> **Directions for this task**
Starting at the top of the records below and ending with the line that contains "background:#242b36; color:#f1f3f6; height:100vh;", print each line exactly as written, skipping the pictures.

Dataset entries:
=== Section Start ===

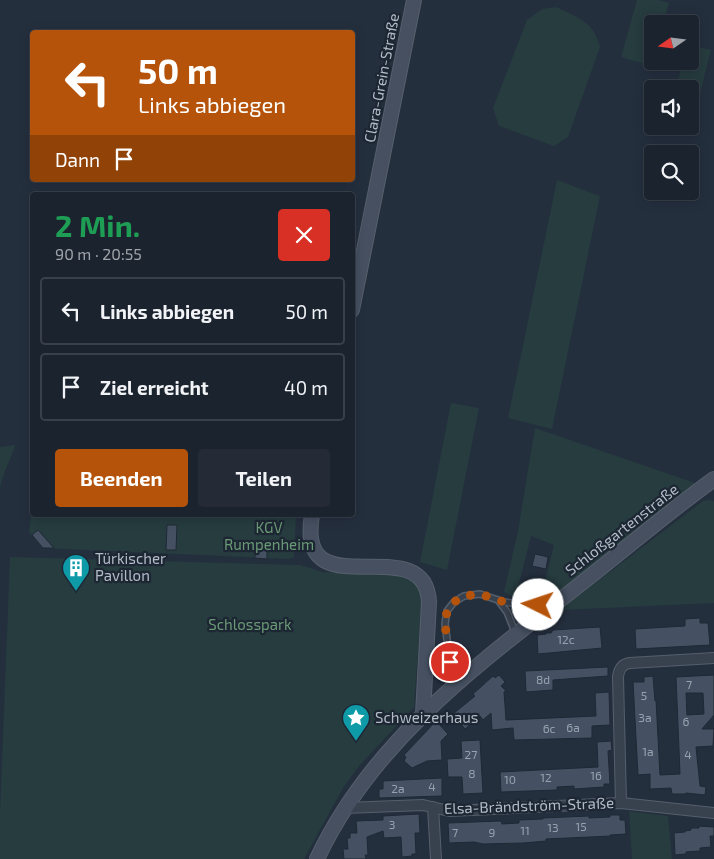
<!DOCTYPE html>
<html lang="de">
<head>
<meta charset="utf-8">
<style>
  body { margin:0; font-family:"Exo 2",sans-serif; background:#242b36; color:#f1f3f6; height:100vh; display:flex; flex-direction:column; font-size:19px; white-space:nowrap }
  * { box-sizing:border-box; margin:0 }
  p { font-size:16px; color:#a0a4aa }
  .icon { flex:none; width:28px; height:28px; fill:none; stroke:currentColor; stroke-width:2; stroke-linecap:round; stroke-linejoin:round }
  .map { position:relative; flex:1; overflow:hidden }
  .panel { position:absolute; left:30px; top:192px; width:325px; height:325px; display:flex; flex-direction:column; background:#1b232e; border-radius:5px; box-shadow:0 2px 12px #0003,0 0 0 1px #39404a }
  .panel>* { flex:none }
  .top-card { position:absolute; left:30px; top:30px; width:325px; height:152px; border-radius:5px; box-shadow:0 2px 12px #0003,0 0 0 1px #39404a; background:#b45309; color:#fff; overflow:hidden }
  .needle { width:32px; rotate:256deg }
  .tools { position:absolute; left:644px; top:15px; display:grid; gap:10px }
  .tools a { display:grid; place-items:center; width:55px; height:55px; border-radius:5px; background:#1b232e; box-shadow:0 2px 12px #0003,0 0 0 1px #39404a; font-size:25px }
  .pin { position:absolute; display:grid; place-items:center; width:42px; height:42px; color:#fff; margin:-21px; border:2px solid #fff; border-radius:50%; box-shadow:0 1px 5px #0007 }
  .me { position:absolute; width:55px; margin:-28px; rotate:274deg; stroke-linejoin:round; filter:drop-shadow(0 0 4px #0008) }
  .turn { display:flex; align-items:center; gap:18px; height:105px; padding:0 25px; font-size:22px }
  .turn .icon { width:65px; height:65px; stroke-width:2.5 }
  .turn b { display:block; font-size:35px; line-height:42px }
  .then { display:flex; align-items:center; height:48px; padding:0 25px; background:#0003; gap:10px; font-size:19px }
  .round { display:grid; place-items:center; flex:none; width:52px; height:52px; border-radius:5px; background:#242b36 }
  .summary { display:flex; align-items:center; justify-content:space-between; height:85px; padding:0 25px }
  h1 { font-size:30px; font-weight:700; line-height:38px; color:#1e9e55 }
  .cta { display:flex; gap:10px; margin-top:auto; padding:10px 25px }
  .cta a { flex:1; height:58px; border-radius:5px; background:#b45309; color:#fff; font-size:20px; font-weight:700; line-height:58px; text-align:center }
  .cta a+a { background:#242b36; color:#f1f3f6 }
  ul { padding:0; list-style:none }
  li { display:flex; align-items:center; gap:15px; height:68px; margin:0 10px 8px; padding:0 15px; border:2px solid #39404a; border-radius:5px }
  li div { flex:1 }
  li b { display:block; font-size:19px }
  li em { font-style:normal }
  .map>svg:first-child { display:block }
  .green { fill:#263c3f }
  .building { fill:#455162; stroke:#1f2835; fill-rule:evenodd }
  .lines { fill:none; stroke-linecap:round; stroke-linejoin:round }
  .lane-casing { stroke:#565f6c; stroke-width:8 }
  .street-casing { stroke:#565f6c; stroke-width:12 }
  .secondary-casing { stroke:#565f6c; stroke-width:16 }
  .lane { stroke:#38414e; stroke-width:5 }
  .street { stroke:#38414e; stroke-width:10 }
  .secondary { stroke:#465061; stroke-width:14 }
  .route { stroke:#b45309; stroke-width:9; stroke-dasharray:0 16.2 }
  .labels { text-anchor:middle; stroke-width:4.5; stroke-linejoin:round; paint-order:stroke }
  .number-label { font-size:12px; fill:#98a1af }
  .street-label { font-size:15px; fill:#b4bcc9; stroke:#1d2633 }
  .park-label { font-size:15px; fill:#6b9a76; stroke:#1d2633 }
  .poi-label { font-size:15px; fill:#b4bcc9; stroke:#1d2633; text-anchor:start }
</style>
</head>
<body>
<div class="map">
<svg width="714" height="859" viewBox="0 0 714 859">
  <rect width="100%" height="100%" fill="#242f3e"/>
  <g class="green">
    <polygon points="637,0 658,0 669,3 663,24 652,24 651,66 621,57"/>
    <path d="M556,7C579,18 593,21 600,47L568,137L554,146L499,126L493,108L527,20L542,9Z"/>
    <polygon points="690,45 711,50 696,109 690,108 690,89 676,89 683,61 690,61"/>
    <polygon points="557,180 600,196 552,429 508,418"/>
    <polygon points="451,403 479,408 447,570 420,562"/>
    <polygon points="535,428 698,484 555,596 540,602 554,545 531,536 515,599 504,592 518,531"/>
    <path d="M15,445C11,460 3,472 0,488V447Z"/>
    <polygon points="709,500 714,501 714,603 560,610 703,501"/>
    <polygon points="32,510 32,515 296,515 294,557 289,559 42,548 29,532"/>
    <polygon points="10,557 300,565 323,572 402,576 413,581 422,593 414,707 359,766 343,788 304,859 0,859 0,813"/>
    <polygon points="629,811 668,816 672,859 632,859"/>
  </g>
  <g class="building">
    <polygon points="167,525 177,525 176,550 166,550"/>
    <polygon points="38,530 54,548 43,548 32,535"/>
    <polygon points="255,547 267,548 267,559 255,558"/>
    <polygon points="535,554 548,557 546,569 532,566"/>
    <polygon points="700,618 700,623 708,623 710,645 636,649 635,629 685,626 685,619"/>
    <polygon points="600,627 602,648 538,654 537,635 546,634 546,633 551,633 553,630"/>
    <polygon points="608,667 608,676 553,680 553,690 526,692 525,671"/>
    <polygon points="499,675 505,682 501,686 506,691 504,692 506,720 596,716 595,693 609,692 610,725 592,726 592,738 514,740 513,728 492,730 491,713 483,720 480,716 465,729 453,714 475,696 473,694 493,676 495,678"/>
    <path d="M714,675V715L702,729H714L713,746L696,747L700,786L706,787L705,795L686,793V794H672L671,788L650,789V774L638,775L633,682H644V677L653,676L655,701L656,700L660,775L680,774L676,677ZM686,693H703L704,714L687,715Z"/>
    <polygon points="436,721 448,734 441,741 442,760 427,761 412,768 404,761 406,757 404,755"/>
    <polygon points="480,740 483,793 463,794 462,777 448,777 447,759 462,758 461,741"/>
    <polygon points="611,741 612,750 608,751 610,784 604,784 604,787 574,789 574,786 557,787 557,790 501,792 500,772 598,767 597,742"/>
    <polygon points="442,778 442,796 379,798 379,789 383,789 383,781"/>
    <polygon points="419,814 420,833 415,833 416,854 412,854 412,856 402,857 401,837 384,838 383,831 367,837 368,855 365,855 366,859 344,859 343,849 348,849 347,838 350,838 350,833 357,833 356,821 383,820 383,816"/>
    <polygon points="610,815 620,815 620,820 625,820 626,834 610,835 611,836 546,839 546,841 523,843 483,844 474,842 449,843 448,823 501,821 502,824 519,823 519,820 543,819 543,818 589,816 589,818 610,817"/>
    <polygon points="699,826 714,827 714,836 710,836 711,847 700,848 700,851 686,852 686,854 675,855 674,833 685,832 685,831 691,830 691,828 699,828"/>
  </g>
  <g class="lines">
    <defs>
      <g id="lane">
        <polyline points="498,600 507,612 515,632"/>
        <polyline points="453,686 445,624 447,611 454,602 464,596 480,594 504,602 520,604 538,605 550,603"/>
      </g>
      <g id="street">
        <path d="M621,803L618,677C619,669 622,664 630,663L714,658"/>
        <polyline points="433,807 436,859"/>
        <polyline points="345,808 423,805 449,811 621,803 714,813"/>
      </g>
      <g id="secondary">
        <polyline points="352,310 414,0"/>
        <path d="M312,515C295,613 425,526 429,602L423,714"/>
        <path d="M317,859C372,741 478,664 578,586C623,551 667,513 714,479"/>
      </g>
    </defs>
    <use href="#lane" class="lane-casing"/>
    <use href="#street" class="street-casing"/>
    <use href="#secondary" class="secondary-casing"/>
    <use href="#lane" class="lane"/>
    <use href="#street" class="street"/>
    <use href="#secondary" class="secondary"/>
  </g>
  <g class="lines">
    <polyline class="route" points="450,662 445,624 447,611 454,602 464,596 480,594 504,602 538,605"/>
  </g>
  <defs>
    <symbol id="building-pin" viewBox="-11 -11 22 30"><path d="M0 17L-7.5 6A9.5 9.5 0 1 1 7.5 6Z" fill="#0f9aa8" stroke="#1d2633"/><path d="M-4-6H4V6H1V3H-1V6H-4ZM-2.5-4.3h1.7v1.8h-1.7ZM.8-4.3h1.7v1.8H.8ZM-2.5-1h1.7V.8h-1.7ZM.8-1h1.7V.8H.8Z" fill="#fff"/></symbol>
    <symbol id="sight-pin" viewBox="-11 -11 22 30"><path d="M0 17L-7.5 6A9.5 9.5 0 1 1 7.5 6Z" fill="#0f9aa8" stroke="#1d2633"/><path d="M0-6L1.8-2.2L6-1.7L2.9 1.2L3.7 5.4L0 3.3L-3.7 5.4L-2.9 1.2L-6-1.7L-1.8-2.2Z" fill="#fff"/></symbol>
  </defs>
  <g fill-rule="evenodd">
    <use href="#building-pin" x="60" y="552" width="32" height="43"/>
    <use href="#sight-pin" x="340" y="702" width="32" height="43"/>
  </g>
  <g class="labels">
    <g class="number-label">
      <text x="566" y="644">12c</text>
      <text x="543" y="684">8d</text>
      <text x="689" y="689">7</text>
      <text x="644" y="700">5</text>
      <text x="645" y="722">3a</text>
      <text x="686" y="726">6</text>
      <text x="573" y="732">6a</text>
      <text x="549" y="733">6c</text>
      <text x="648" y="756">1a</text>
      <text x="471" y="759">27</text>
      <text x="688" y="759">4</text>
      <text x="472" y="778">8</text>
      <text x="596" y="780">16</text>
      <text x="546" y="782">12</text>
      <text x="510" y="784">10</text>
      <text x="432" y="791">4</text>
      <text x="398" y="793">2a</text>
      <text x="392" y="829">3</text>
      <text x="581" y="831">15</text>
      <text x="553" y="832">13</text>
      <text x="525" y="835">11</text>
      <text x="455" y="837">7</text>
      <text x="492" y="837">9</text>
    </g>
    <g class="street-label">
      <text transform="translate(382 78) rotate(-79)" y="5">Clara-Grein-Straße</text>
      <text transform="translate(622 530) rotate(-38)" y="5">Schloßgartenstraße</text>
      <text transform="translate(529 806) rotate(-2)" y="5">Elsa-Brändström-Straße</text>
    </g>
    <g class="park-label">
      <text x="269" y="533">KGV<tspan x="269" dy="17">Rumpenheim</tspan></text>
      <text x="250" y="630">Schlosspark</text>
    </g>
    <g class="poi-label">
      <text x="95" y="564">Türkischer<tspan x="95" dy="17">Pavillon</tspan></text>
      <text x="375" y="723">Schweizerhaus</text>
    </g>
  </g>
</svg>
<div class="tools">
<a><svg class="needle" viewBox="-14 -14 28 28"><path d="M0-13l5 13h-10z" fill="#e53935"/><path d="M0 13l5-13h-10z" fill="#a0a4aa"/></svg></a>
<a><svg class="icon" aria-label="sound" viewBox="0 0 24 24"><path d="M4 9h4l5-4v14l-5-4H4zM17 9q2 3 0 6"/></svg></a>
<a><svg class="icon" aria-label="search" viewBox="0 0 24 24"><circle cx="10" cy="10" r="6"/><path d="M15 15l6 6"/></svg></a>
</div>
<div class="pin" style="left:450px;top:662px;background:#d93025"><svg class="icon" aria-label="arrive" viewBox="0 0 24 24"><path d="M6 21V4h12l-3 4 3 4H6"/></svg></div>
<svg class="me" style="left:538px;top:605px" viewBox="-20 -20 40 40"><circle r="19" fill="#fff"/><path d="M0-13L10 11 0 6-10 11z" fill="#b45309"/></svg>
<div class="top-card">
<div class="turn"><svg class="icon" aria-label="left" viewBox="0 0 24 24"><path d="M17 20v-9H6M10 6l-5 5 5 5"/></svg><div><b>50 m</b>Links abbiegen</div></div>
<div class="then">Dann<svg class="icon" aria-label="arrive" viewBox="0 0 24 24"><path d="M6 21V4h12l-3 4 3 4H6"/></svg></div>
</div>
<section class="panel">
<div class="summary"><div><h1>2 Min.</h1><p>90 m · 20:55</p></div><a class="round" style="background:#d93025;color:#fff"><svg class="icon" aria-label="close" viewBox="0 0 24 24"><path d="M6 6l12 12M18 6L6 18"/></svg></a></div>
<ul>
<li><svg class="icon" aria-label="left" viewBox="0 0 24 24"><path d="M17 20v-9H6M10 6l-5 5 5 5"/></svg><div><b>Links abbiegen</b></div><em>50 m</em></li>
<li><svg class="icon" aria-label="arrive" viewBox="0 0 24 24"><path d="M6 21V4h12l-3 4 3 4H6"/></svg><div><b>Ziel erreicht</b></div><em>40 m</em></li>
</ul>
<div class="cta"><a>Beenden</a><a>Teilen</a></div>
</section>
</div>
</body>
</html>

=== Section End ===

> **Exercise result**
<!DOCTYPE html>
<html lang="de">
<head>
<meta charset="utf-8">
<style>
  body { margin:0; font-family:"Exo 2",sans-serif; background:#242b36; color:#f1f3f6; height:100vh; display:flex; flex-direction:column; font-size:19px; white-space:nowrap }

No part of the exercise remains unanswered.